In [1]:
import sys
sys.path.insert(0, '../util')
sys.path.insert(1, '../experiments')

import os
# Disable weights and biases (if installed)
os.environ["WANDB_DISABLED"] = "true"
os.environ["TOKENIZERS_PARALLELISM"] = "false"

In [2]:
from pathlib import Path
import transformers
from transformers import AutoModelForTokenClassification, AutoTokenizer, Trainer, TrainingArguments, pipeline, DataCollatorForTokenClassification, EarlyStoppingCallback, trainer_utils

from huggingface_utils import load_custom_dataset, LabelAligner, compute_metrics, eval_on_test_set
from run_experiment import get_train_args
from convert_annotations import entity_values

# Parameters

In [3]:
level = 'fine' # Change to 'value' to look at high-level entity classes only
spans = 'short' # Change to 'long' to consider long spans induced by specifications

In [4]:
config_files = {
    ('coarse' , 'short') : '01_ggponc_coarse_short.yaml',
    ('fine', 'short') : '02_ggponc_fine_short.yaml',
    ('coarse' , 'long' ) : '03_ggponc_coarsee_long.yaml',
    ('fine', 'long' ) : '04_ggponc_fine_long.yaml'
}

In [5]:
import hydra
from hydra import compose, initialize

hydra.core.global_hydra.GlobalHydra.instance().clear()
initialize(config_path=Path('..') / 'experiments', job_name='foo')
config = compose(config_name=config_files[(level, spans)], overrides=['cuda=0', 'link=false'])

In [6]:
train_file = config['train_dataset']
dev_file = config['dev_dataset']
test_file = config['test_dataset']

# Setup IOB-encoded dataset with train / dev / test splits

In [7]:
dataset, tags = load_custom_dataset(train=train_file, dev=dev_file, test=test_file, tag_strings=config['task'])

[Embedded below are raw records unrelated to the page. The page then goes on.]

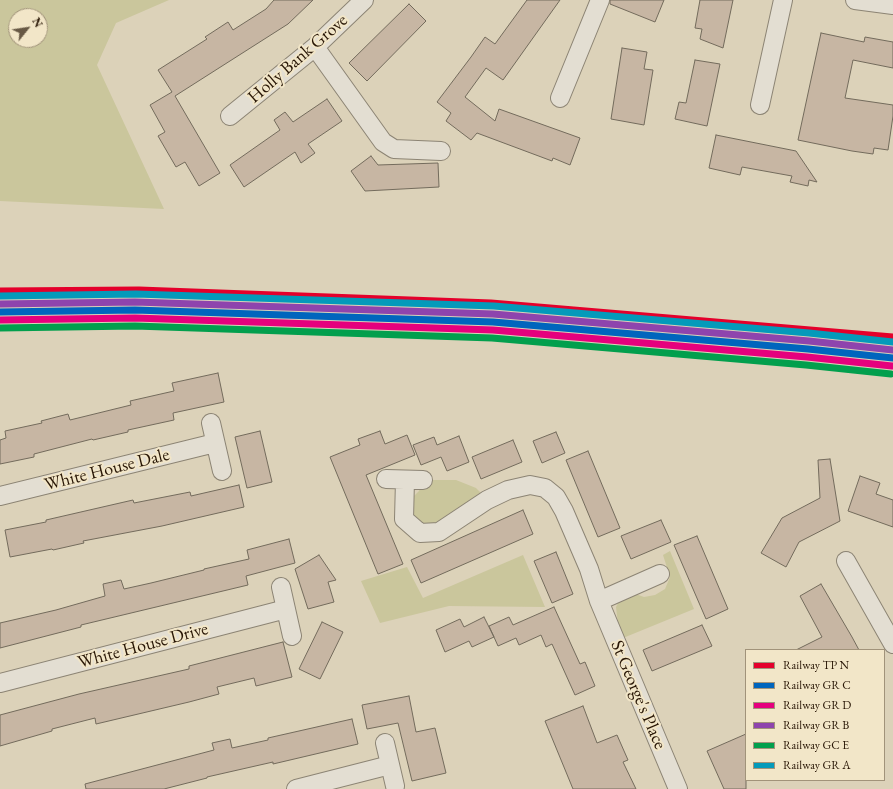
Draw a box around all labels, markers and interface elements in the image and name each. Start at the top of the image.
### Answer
north arrow [8,8,48,48]
street label: Holly Bank Grove [244,10,352,108]
text: N [29,15,46,30]
street label: White House Dale [42,444,172,496]
street label: White House Drive [75,618,211,674]
street label: St George's Place [605,637,671,753]
legend [745,649,885,781]
text: Railway TP N [783,657,849,673]
text: Railway GR C [783,677,851,693]
text: Railway GR D [783,697,851,713]
text: Railway GR B [783,717,849,733]
text: Railway GC E [783,737,849,753]
text: Railway GR A [783,757,851,773]

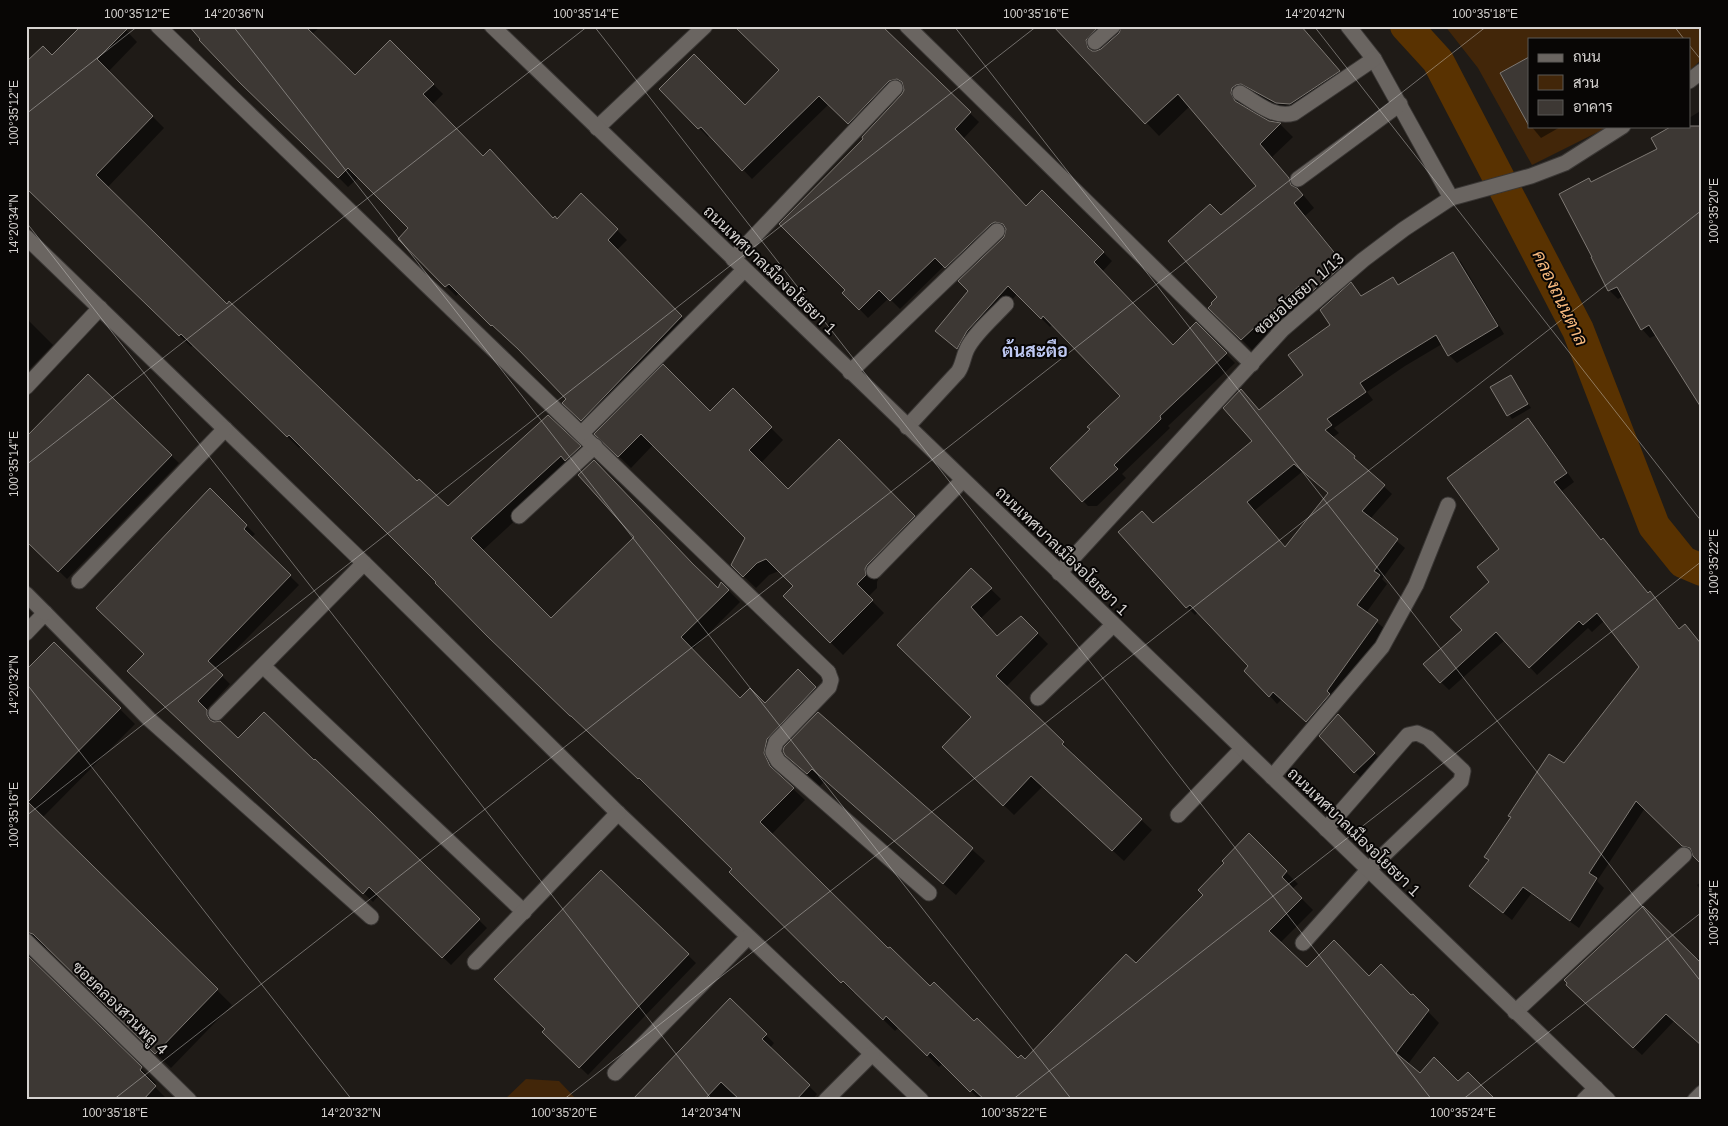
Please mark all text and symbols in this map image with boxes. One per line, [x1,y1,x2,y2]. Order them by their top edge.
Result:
text: 100°35'12"E [104,7,170,21]
text: 14°20'36"N [204,7,264,21]
text: 100°35'14"E [553,7,619,21]
text: 100°35'16"E [1003,7,1069,21]
text: 14°20'42"N [1285,7,1345,21]
text: 100°35'18"E [1452,7,1518,21]
legend [1528,38,1690,128]
text: ถนน [1573,48,1601,65]
text: สวน [1573,74,1599,91]
text: 100°35'12"E [7,80,21,146]
text: อาคาร [1573,98,1613,115]
text: 100°35'20"E [1707,178,1721,244]
text: 14°20'34"N [7,194,21,254]
street label: ถนนเทศบาลเมืองอโยธยา 1 [700,200,842,338]
street label: ซอยอโยธยา 1/13 [1249,247,1347,339]
water label: คลองถนนตาล [1528,247,1592,349]
district label: ต้นสะตือ [1002,339,1068,361]
text: 100°35'14"E [7,431,21,497]
street label: ถนนเทศบาลเมืองอโยธยา 1 [992,481,1134,619]
text: 100°35'22"E [1707,529,1721,595]
text: 14°20'32"N [7,655,21,715]
street label: ถนนเทศบาลเมืองอโยธยา 1 [1284,762,1426,900]
text: 100°35'16"E [7,782,21,848]
text: 100°35'24"E [1707,880,1721,946]
street label: ซอยคลองสวนพลู 4 [67,958,171,1060]
text: 100°35'18"E [82,1106,148,1120]
text: 14°20'32"N [321,1106,381,1120]
text: 100°35'20"E [531,1106,597,1120]
text: 14°20'34"N [681,1106,741,1120]
text: 100°35'22"E [981,1106,1047,1120]
text: 100°35'24"E [1430,1106,1496,1120]

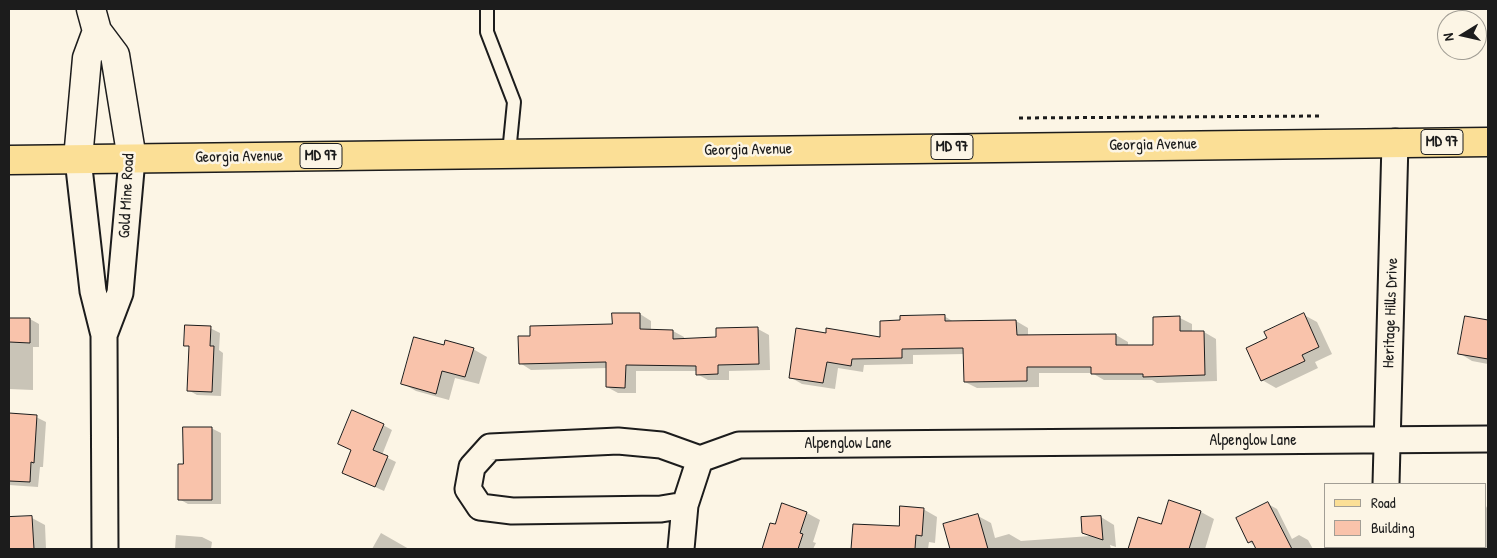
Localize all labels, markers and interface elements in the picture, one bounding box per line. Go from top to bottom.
north arrow [1437,10,1487,60]
text: N [1438,32,1458,42]
road number: MD 97 [1421,130,1463,154]
road number: MD 97 [931,134,973,160]
street label: Georgia Avenue [1109,135,1197,155]
street label: Georgia Avenue [704,140,792,160]
road number: MD 97 [300,144,342,168]
street label: Georgia Avenue [195,147,283,167]
street label: Gold Mine Road [115,153,139,239]
street label: Heritage Hills Drive [1379,257,1403,369]
street label: Alpenglow Lane [1209,431,1297,451]
street label: Alpenglow Lane [804,434,892,454]
legend [1324,483,1487,548]
text: Road [1371,492,1396,513]
text: Building [1371,517,1415,538]

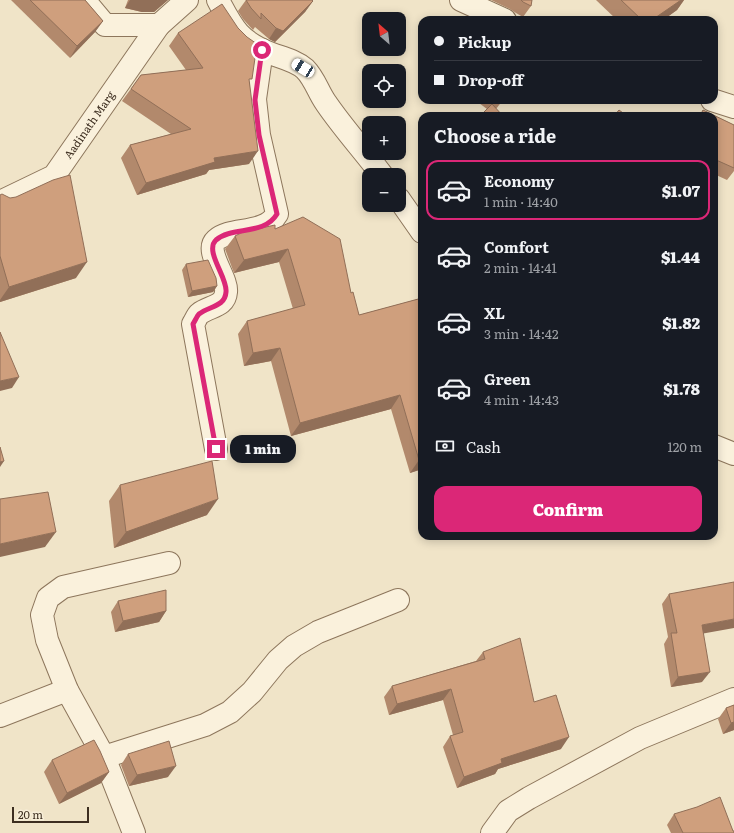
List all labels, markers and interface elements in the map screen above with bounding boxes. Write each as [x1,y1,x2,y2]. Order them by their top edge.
north arrow [362,12,406,56]
map controls [362,12,406,212]
text: Pickup [458,30,511,53]
route start [253,41,271,59]
car [290,57,316,79]
button: locate [362,64,406,108]
text: Drop-off [458,68,523,91]
street label: Aadinath Marg [59,87,118,162]
button: + [362,116,406,160]
text: Choose a ride [434,122,556,149]
button: − [362,168,406,212]
text: Economy [484,169,554,192]
icon: car [436,172,472,208]
text: $1.07 [662,179,700,202]
text: 1 min · 14:40 [484,192,558,211]
text: Comfort [484,235,549,258]
icon: car [436,238,472,274]
text: $1.44 [661,245,700,268]
text: 2 min · 14:41 [484,258,557,277]
text: XL [484,301,505,324]
icon: car [436,304,472,340]
text: $1.82 [662,311,700,334]
text: 3 min · 14:42 [484,324,558,343]
text: Green [484,367,531,390]
icon: car [436,370,472,406]
text: $1.78 [663,377,700,400]
text: 4 min · 14:43 [484,390,559,409]
callout: 1 min [230,435,296,463]
icon: cash [434,435,456,457]
text: Cash [466,435,501,458]
text: 120 m [667,437,702,456]
text: 1 min [245,439,281,458]
route end [207,440,225,458]
button: Confirm [434,486,702,532]
scale bar [12,805,89,824]
text: 20 m [18,806,43,822]

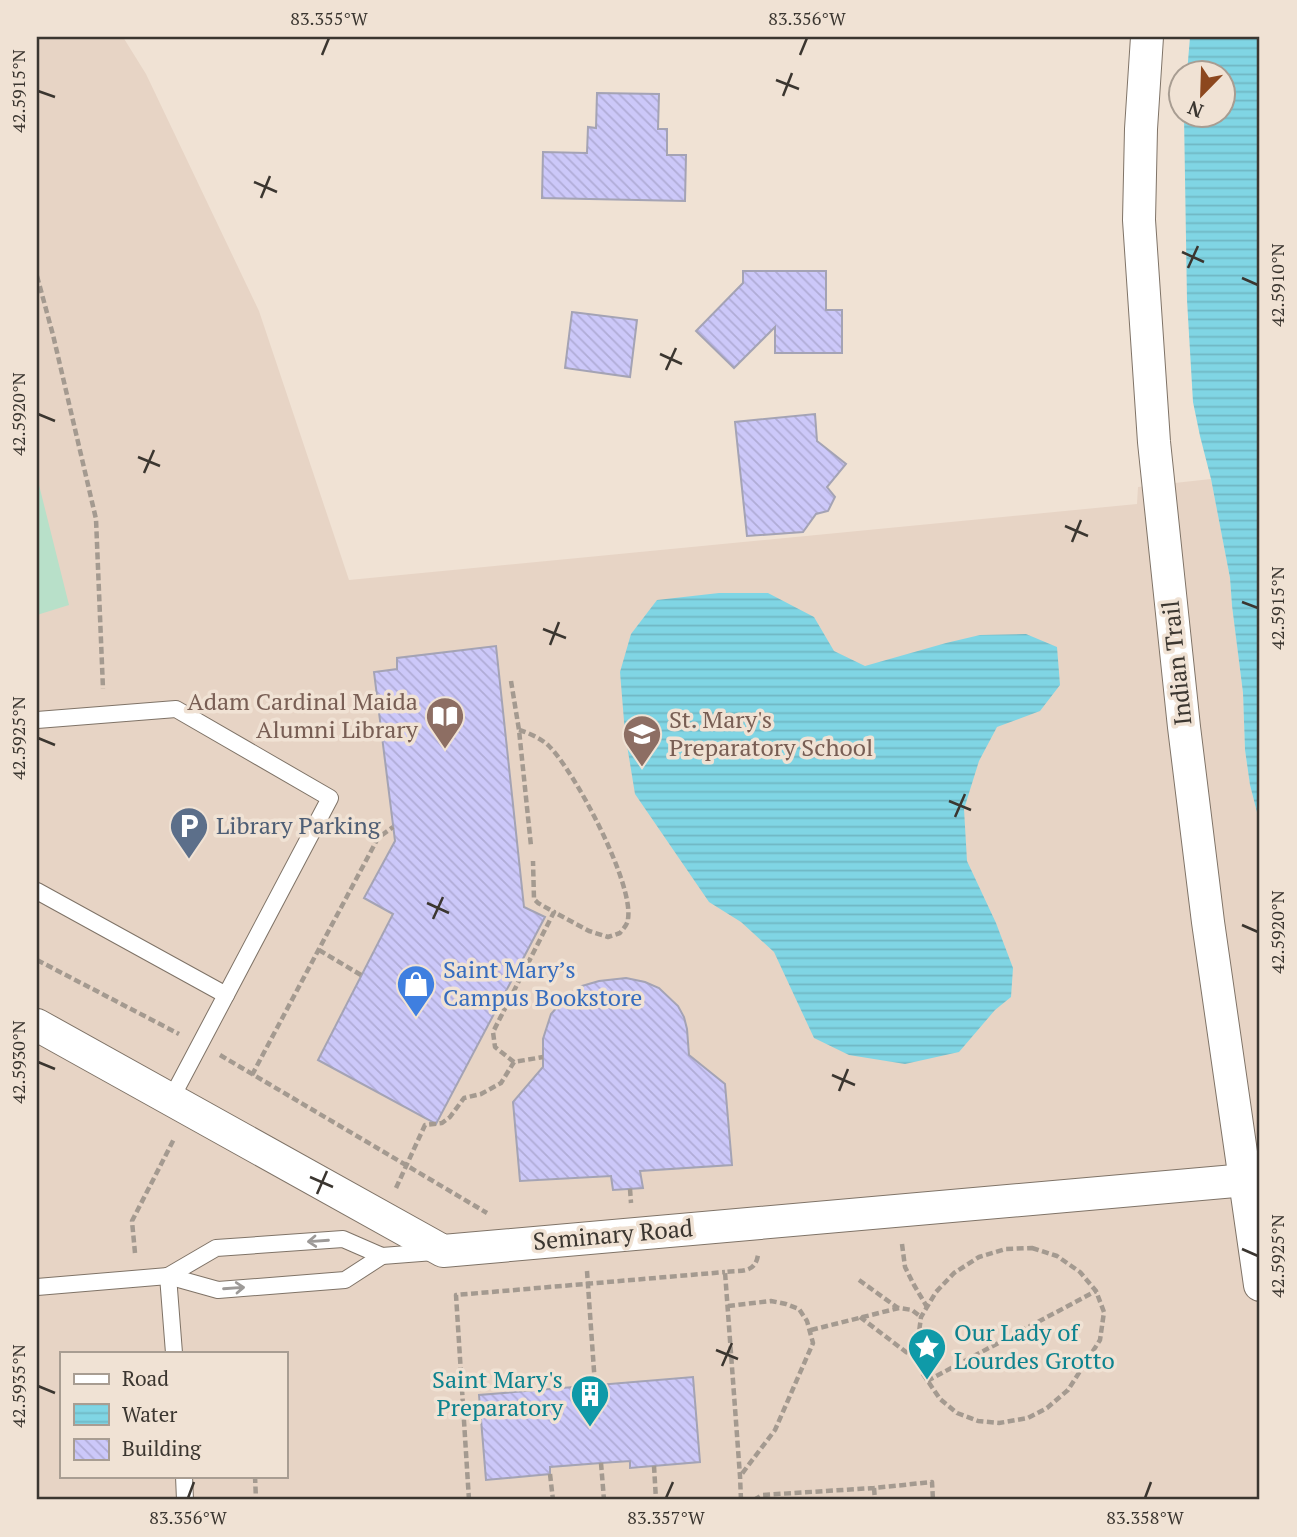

  0%|          | 0/3 [00:00<?, ?it/s]



In [8]:
tokenizer = AutoTokenizer.from_pretrained(config['base_model_checkpoint'])
assert isinstance(tokenizer, transformers.PreTrainedTokenizerFast)

In [9]:
label_aligner = LabelAligner(tokenizer)

In [10]:
dataset = dataset.map(lambda e: label_aligner.tokenize_and_align_labels(e, config['label_all_tokens']), batched=True)

  0%|          | 0/24 [00:00<?, ?ba/s]

  0%|          | 0/5 [00:00<?, ?ba/s]

  0%|          | 0/5 [00:00<?, ?ba/s]

In [11]:
id2label = dict(enumerate(tags))
id2label

{0: 'O',
 1: 'B-Other_Finding',
 2: 'I-Other_Finding',
 3: 'B-Diagnosis_or_Pathology',
 4: 'I-Diagnosis_or_Pathology',
 5: 'B-Therapeutic',
 6: 'I-Therapeutic',
 7: 'B-Diagnostic',
 8: 'I-Diagnostic',
 9: 'B-Nutrient_or_Body_Substance',
 10: 'I-Nutrient_or_Body_Substance',
 11: 'B-External_Substance',
 12: 'I-External_Substance',
 13: 'B-Clinical_Drug',
 14: 'I-Clinical_Drug'}

In [12]:
dataset

DatasetDict({
    train: Dataset({
        features: ['_tags', 'attention_mask', 'fname', 'input_ids', 'labels', 'offset_mapping', 'sentence_id', 'special_tokens_mask', 'tags', 'token_type_ids', 'tokens'],
        num_rows: 23528
    })
    dev: Dataset({
        features: ['_tags', 'attention_mask', 'fname', 'input_ids', 'labels', 'offset_mapping', 'sentence_id', 'special_tokens_mask', 'tags', 'token_type_ids', 'tokens'],
        num_rows: 4655
    })
    test: Dataset({
        features: ['_tags', 'attention_mask', 'fname', 'input_ids', 'labels', 'offset_mapping', 'sentence_id', 'special_tokens_mask', 'tags', 'token_type_ids', 'tokens'],
        num_rows: 4826
    })
})

# Configure and train 🤗 token classification model

In [13]:
from run_experiment import get_train_args

In [14]:
num_train_epochs = 10 # Remove this line to train for 100 epochs

In [15]:
config['num_train_epochs'] = num_train_epochs

In [16]:
training_args = get_train_args(cp_path='../ner_results', run_name='ner_baseline', report_to=[], **config, resume_from_checkpoint=None)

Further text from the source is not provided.